Setelah memastikan, langkah berikutnya adalah melakukan kompresi dada. Prinsip kompresi itu kita sebagai penolong menjadi jantung pengganti.
"Karena jantungnya sudah tidak bekerja, kita yang menekan dari luar supaya darah tetap bisa terpompa ke seluruh tubuh. Jadi konsepnya, kita berubah jadi jantungnya,” jelas dr. Guiddo.
Sayangnya, banyak orang masih ragu atau bahkan takut ketika menghadapi situasi darurat. Beberapa memilih hanya menonton atau panik tanpa tahu apa yang harus dilakukan. Padahal, pengetahuan sederhana tentang BHD bisa mengubah seseorang dari penonton pasif menjadi penolong yang mampu menyelamatkan nyawa.
“Kalau tidak tahu, orang bisa salah pegang, salah tindakan. Itu yang sering terjadi. Makanya penting sekali untuk belajar dan berlatih. Dengan latihan, kita bisa melakukannya dengan benar dan percaya diri,” ungkap dr. Guiddo.
Selain keterampilan, ada beberapa alat bantu yang sebaiknya tersedia di ruang publik maupun fasilitas olahraga. Salah satunya adalah Automated External Defibrillator (AED), alat kejut jantung otomatis yang bisa digunakan siapa saja, bahkan orang awam.
“Harganya relatif murah jika dibandingkan dengan nyawa manusia,” ucap dr. Guiddo.
Di banyak negara, AED sudah menjadi standar perlengkapan di tempat umum seperti bandara, pusat perbelanjaan, kantor, hingga arena olahraga. Alat ini bekerja dengan memberi instruksi suara yang jelas kepada pengguna mulai dari menempelkan pad ke dada korban, hingga memberikan kejut listrik bila memang diperlukan.

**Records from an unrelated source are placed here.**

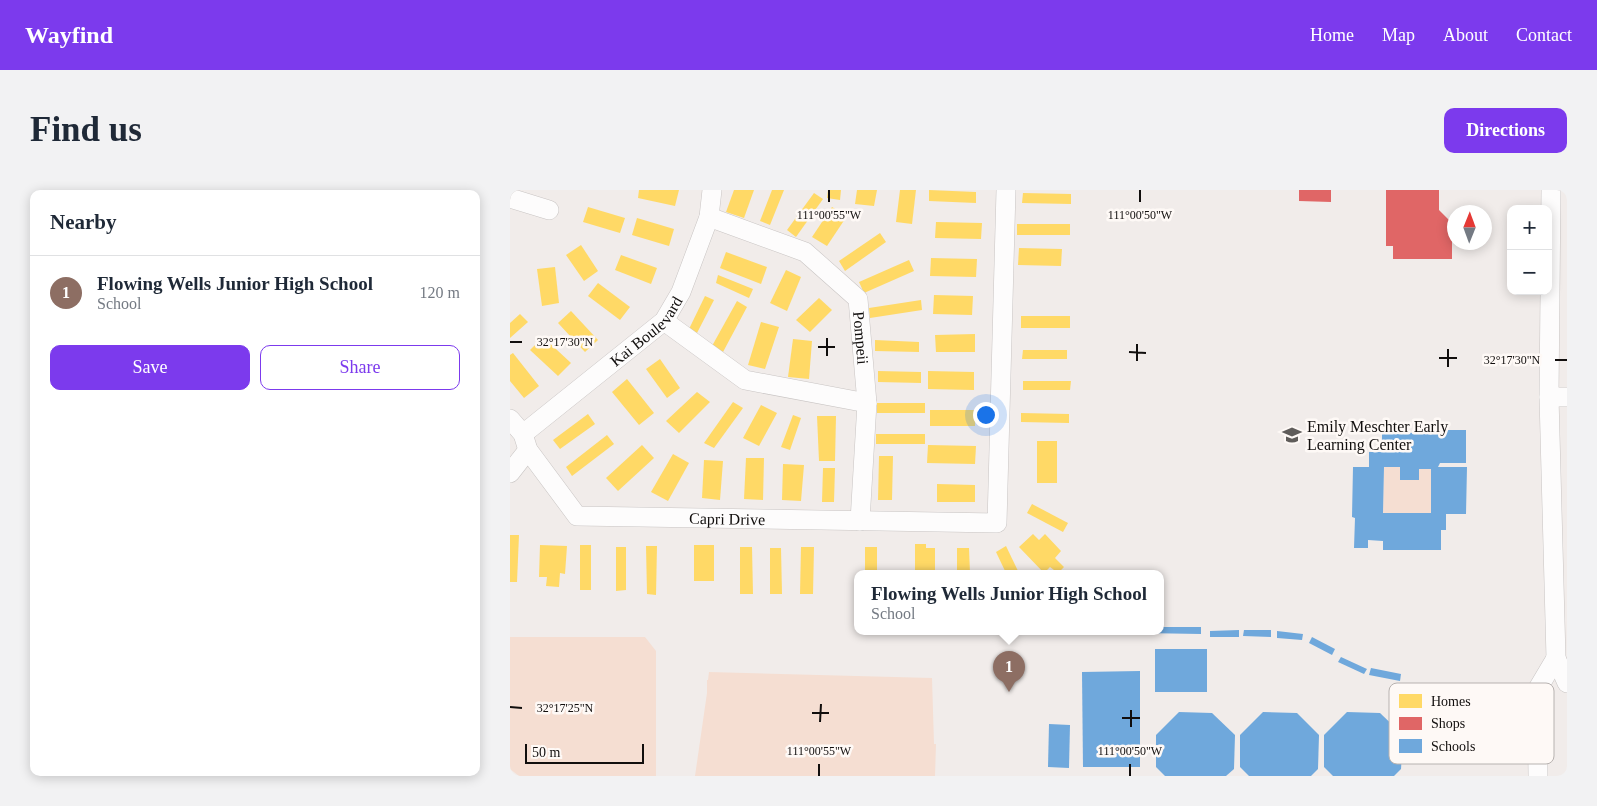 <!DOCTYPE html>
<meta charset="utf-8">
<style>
body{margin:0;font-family:Georgia,serif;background:#f2f2f3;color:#1f2937}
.controls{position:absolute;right:15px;top:15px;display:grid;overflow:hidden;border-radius:10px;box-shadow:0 2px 12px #0003}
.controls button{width:45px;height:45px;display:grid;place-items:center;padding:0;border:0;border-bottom:1px solid #e0e1e3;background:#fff;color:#1f2937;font:25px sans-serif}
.compass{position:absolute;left:937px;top:15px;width:45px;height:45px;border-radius:50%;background:#fff;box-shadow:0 2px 12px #0003;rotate:1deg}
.scale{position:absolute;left:15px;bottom:12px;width:119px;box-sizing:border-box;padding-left:5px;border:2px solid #110e0d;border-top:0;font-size:14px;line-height:18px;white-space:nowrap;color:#110e0d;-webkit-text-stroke:4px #fef9f6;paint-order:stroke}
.you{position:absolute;left:475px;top:224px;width:18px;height:18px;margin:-12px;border:4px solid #fff;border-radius:50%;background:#1a73e8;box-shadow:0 0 0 8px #1a73e833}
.badge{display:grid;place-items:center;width:32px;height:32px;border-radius:50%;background:#7c3aed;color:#fff;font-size:16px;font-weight:700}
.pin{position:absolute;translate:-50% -41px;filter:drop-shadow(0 1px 2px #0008)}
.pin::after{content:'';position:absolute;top:26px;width:18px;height:15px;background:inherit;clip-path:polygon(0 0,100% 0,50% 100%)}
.popup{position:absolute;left:344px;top:380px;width:310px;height:65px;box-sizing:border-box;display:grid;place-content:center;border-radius:10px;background:#fff;filter:drop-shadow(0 1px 4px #0005);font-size:16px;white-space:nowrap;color:#747a83}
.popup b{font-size:19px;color:#1f2937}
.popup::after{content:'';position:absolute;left:50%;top:100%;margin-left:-10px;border:10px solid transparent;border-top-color:#fff}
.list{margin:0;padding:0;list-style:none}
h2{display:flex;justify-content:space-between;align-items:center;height:65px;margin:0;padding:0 20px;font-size:21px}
h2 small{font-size:16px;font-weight:400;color:#747a83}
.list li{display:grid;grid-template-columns:32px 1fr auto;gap:15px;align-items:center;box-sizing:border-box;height:75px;padding:0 20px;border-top:1px solid #e0e1e3}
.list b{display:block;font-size:19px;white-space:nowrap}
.list p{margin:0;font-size:16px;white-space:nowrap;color:#747a83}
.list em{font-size:16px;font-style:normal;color:#747a83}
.actions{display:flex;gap:10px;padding:15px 20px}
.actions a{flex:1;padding:11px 0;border:1px solid #7c3aed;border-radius:10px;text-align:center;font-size:18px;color:#7c3aed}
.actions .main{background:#7c3aed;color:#fff}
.map{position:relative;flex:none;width:1057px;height:586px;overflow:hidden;border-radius:10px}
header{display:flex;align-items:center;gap:30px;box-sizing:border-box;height:70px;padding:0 25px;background:#7c3aed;color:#fff}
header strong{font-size:24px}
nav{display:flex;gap:28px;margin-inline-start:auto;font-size:18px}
.intro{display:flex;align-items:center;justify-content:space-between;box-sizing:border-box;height:120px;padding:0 30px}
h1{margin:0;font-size:35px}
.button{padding:12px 22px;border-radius:10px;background:#7c3aed;color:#fff;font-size:18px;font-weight:700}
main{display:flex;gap:30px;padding:0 30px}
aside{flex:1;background:#fff;border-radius:10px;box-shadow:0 2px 12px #0003}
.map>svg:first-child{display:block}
</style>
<header>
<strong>Wayfind</strong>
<nav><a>Home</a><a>Map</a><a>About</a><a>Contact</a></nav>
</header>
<div class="intro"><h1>Find us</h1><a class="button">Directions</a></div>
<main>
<aside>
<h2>Nearby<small></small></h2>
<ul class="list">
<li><span class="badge" style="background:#8d6e63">1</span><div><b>Flowing Wells Junior High School</b><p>School</p></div><em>120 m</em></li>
</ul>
<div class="actions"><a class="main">Save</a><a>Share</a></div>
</aside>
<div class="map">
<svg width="1057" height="586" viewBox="0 0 1057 586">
<rect width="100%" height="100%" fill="#f1ecea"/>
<g fill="#f5ded2">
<polygon points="874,277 890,277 890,290 909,290 909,279 921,279 921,323 873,323"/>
<polygon points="0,447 135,447 146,461 146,586 9,586 0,579"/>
<polygon points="199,482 422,488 424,554 426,554 425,586 185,586 197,503 197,490 198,490"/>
</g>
<g fill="#ffd966">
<polygon points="129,0 169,0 165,16 128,8"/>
<polygon points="224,0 244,0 234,28 216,22"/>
<polygon points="262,0 274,0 260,35 250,31"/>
<polygon points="318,0 331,0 330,10 317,8"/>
<polygon points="347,0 367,0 364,16 345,14"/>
<polygon points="390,0 406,0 402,34 386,32"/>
<polygon points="419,0 466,2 466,13 419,11"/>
<polygon points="304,3 313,9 286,47 277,40"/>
<polygon points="513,3 561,4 561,14 512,13"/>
<polygon points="78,17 115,28 110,43 73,32"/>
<polygon points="322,17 337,26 317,56 302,47"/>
<polygon points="127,28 164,39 159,56 122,45"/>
<polygon points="426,32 472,33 471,49 425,48"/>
<rect x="507" y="34" width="53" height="11"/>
<polygon points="370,43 376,52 335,81 329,71"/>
<polygon points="71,55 88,81 74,91 56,65"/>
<polygon points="509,58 552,59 551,76 508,75"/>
<polygon points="216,62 257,77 251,94 210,78"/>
<polygon points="111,65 147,78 141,94 105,80"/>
<polygon points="421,68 467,69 466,87 420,86"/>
<polygon points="399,70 404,81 354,103 349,92"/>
<polygon points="45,77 49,113 32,116 27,79"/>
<polygon points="276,80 291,87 277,121 260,113"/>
<polygon points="208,85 243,99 239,108 206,93"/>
<polygon points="88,93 120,117 110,130 78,106"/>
<polygon points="424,105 463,106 462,125 423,124"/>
<polygon points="195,106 204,110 187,143 179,139"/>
<polygon points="309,108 322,120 300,142 286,130"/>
<polygon points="411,110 412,120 360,128 359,118"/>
<polygon points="227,111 237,117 213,162 202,156"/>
<polygon points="61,121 88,150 75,162 48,133"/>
<polygon points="10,124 18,132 0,148 0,133"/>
<rect x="511" y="126" width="49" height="12"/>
<polygon points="251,132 269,137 255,179 238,175"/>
<polygon points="465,144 465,162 426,162 425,145"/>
<polygon points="33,147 61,173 48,186 20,160"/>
<polygon points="283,149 302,151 299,189 278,187"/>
<polygon points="365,150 409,152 409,162 365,161"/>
<polygon points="513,160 557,160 557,169 512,169"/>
<polygon points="3,163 29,196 14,208 0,191 0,165"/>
<polygon points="150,169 170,198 157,208 136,179"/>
<polygon points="368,181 411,182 411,193 368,192"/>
<polygon points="418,181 464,182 464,200 418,199"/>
<polygon points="117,189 144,223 129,235 102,202"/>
<polygon points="513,191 561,191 560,200 513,200"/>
<polygon points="187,202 200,212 169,243 156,231"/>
<polygon points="223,212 233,218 204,258 194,253"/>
<rect x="367" y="213" width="48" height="10"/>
<polygon points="251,215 267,223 249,256 233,248"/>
<rect x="420" y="220" width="45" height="16"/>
<polygon points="511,223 559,224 559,233 511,232"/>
<polygon points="78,224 85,234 50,259 43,250"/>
<polygon points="283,225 291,228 280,260 271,257"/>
<polygon points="307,226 326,226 325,271 309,271"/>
<rect x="366" y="244" width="49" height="10"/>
<polygon points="97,245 104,254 62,286 56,277"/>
<rect x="527" y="251" width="20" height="42"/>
<polygon points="132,255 144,268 108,301 96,288"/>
<polygon points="418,255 466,256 465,274 417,273"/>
<polygon points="163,264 179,273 158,311 141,302"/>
<polygon points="369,266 383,266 382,310 368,310"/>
<polygon points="236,268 254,268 253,310 234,309"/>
<polygon points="194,270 213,271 210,310 192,308"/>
<polygon points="273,274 294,275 291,311 272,310"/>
<polygon points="313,278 325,278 324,312 312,312"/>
<polygon points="427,294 465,295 465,312 427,312"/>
<polygon points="522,314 558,333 553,342 517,323"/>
<polygon points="523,344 529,350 535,344 551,361 545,368 554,377 548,383 540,377 534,383 509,357"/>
<polygon points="0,345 9,345 7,392 0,392"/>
<polygon points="405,354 416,354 416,358 425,358 425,383 405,383"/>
<polygon points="30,355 57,356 55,384 50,383 49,397 36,396 37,387 29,387"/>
<rect x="70" y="355" width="11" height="45"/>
<rect x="184" y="355" width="20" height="36"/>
<polygon points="136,356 147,356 146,405 137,404"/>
<polygon points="496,356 509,383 496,383 486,362"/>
<polygon points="106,357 116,357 116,400 106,401"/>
<polygon points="230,357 242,357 243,404 230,404"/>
<polygon points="291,357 304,357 303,404 290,404"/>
<rect x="355" y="357" width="12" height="26"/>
<polygon points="260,358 271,358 272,404 260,404"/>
<polygon points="447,358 459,358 460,383 447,383"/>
</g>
<g fill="#e06666">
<polygon points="789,0 821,0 821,12 789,11"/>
<polygon points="876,0 929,0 929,20 942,33 942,69 883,69 883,56 876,56"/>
</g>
<g fill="#6fa8dc" fill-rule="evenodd">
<path d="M909 240H956V273H930L928 277H957L956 324H936V340H931V360H873V351L858 350V358H844L845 328 842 327 843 277H859V262H872V242L909 243ZM874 277H890V290H909V279H921V323H873Z"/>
<polygon points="650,437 691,437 691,444 632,443 632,441 650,441"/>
<polygon points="729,440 729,447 700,447 700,441"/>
<polygon points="734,440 761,440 761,447 733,446"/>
<polygon points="767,441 793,444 792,450 767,448"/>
<polygon points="802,447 825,459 822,465 799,453"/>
<rect x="645" y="459" width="52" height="43"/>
<polygon points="831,467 857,479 854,484 828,472"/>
<polygon points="861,478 891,484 890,491 859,485"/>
<polygon points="630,481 630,577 573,577 572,482"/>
<polygon points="669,522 702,523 725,545 724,579 716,586 655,586 646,577 646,545"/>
<polygon points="753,522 787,523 809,545 808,579 801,586 739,586 730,577 730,545"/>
<polygon points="837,522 870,523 893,545 891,579 884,586 823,586 814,577 814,545"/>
<polygon points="539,534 560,535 559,578 538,577"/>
</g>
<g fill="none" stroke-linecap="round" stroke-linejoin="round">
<g stroke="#c8c4c3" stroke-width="20">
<g id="minor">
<polyline points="1041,0 1039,207 1046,468 1057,493"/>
<polyline points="0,8 39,20"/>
<path id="s1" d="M199 27 295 62 348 109 357 213 350 331"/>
<polyline points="154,131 235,190 357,213"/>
<polyline points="1039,207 1057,207"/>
<path id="s2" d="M0 229 13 244 18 260 67 326 487 333 496 0"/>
<path id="s3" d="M13 244 154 131 171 102 199 27 202 0"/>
<polyline points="0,283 18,260"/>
<polyline points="1028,586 1027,500 1046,468"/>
</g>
</g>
<use href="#minor" stroke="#fdfcfc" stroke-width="19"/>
</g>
<path fill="none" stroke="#110e0d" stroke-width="2" d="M319 12V0M630 12V0M0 152H12M308 157H325M619 162 636 163M317 166V148M929 168H947M1045 170H1057M627 171V154M938 177V159M0 517 12 518M302 523H319M612 528H630M310 532 311 514M621 537V520M309 586V574M620 586V574"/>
<defs>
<g id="school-bare" transform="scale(1.5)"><path d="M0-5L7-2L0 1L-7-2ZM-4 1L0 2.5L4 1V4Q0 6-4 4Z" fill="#5f5c5a" stroke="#fef9f6" stroke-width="2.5" paint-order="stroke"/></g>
</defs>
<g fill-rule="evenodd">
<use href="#school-bare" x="782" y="245"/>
</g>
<g text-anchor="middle" stroke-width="5" stroke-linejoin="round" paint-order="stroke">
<g font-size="16" fill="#110e0d" stroke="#fef9f6">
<text dy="6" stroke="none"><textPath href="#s3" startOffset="161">Kai Boulevard</textPath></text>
<text dy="6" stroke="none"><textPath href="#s1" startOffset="212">Pompeii</textPath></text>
<text dy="6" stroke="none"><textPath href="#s2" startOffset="269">Capri Drive</textPath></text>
</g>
<g font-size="16" fill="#110e0d" stroke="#fef9f6" text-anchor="start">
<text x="797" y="242">Emily Meschter Early<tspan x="797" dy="18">Learning Center</tspan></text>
</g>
</g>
<rect x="879" y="493" width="165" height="81" rx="8" fill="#fef9f6" stroke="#b7b2b0" stroke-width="1"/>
<rect x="889" y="504" width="23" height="14" fill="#ffd966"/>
<rect x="889" y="527" width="23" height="13" fill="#e06666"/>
<rect x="889" y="549" width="23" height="14" fill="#6fa8dc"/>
<g font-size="14" fill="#110e0d">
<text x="921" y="516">Homes</text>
<text x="921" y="538">Shops</text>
<text x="921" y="561">Schools</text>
</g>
<g font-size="12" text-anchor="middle" fill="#110e0d" stroke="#fef9f6" stroke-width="5" stroke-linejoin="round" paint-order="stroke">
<text x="319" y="29">111°00'55"W</text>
<text x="630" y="29">111°00'50"W</text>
<text x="55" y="156">32°17'30"N</text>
<text x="1002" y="174">32°17'30"N</text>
<text x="55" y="522">32°17'25"N</text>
<text x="309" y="565">111°00'55"W</text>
<text x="620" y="565">111°00'50"W</text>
</g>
</svg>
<div class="controls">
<button>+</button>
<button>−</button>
</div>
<svg class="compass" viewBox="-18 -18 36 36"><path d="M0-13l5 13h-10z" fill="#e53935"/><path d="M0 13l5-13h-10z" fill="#747a83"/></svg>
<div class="scale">50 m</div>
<div class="you"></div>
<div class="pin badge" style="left:499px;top:502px;background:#8d6e63">1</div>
<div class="popup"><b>Flowing Wells Junior High School</b>School</div>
</div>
</main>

Dengan begitu, orang awam pun bisa menolong dengan lebih efektif sambil menunggu tenaga medis datang. Selain AED, perlengkapan sederhana seperti masker CPR sekali pakai atau pocket mask juga penting.
Harganya sangat terjangkau dan mudah dibawa, bahkan bisa disimpan di tas atau kotak P3K di rumah maupun mobil. Alat ini berfungsi melindungi penolong ketika harus memberikan bantuan pernapasan mulut ke mulut, sehingga tetap aman dan higienis.
Menyiapkan perlengkapan BHD bukanlah sesuatu yang sulit atau mahal, yang dibutuhkan hanyalah kesadaran dan kepedulian. Sebab, di saat darurat, kombinasi antara keterampilan melakukan BHD dan ketersediaan alat sederhana ini bisa membuat perbedaan besar antara hidup dan mati.
“Cepat, tepat, dan percaya diri. Itu hanya bisa terjadi kalau kita tahu caranya," pungkasnya.